Copy out all the entries below, word for word.

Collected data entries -
────────────────────

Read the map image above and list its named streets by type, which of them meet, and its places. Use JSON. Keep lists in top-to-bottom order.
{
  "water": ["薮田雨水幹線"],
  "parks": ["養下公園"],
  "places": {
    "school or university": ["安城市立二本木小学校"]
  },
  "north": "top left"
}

────────────────────

EXPECTED ANSWER -
Read the map image above and list its named streets by type, which of them meet, and its places. Use JSON. Keep lists in top-to-bottom order.
{
  "water": ["薮田雨水幹線"],
  "parks": ["養下公園"],
  "places": {
    "school or university": ["安城市立二本木小学校"]
  },
  "north": "top left"
}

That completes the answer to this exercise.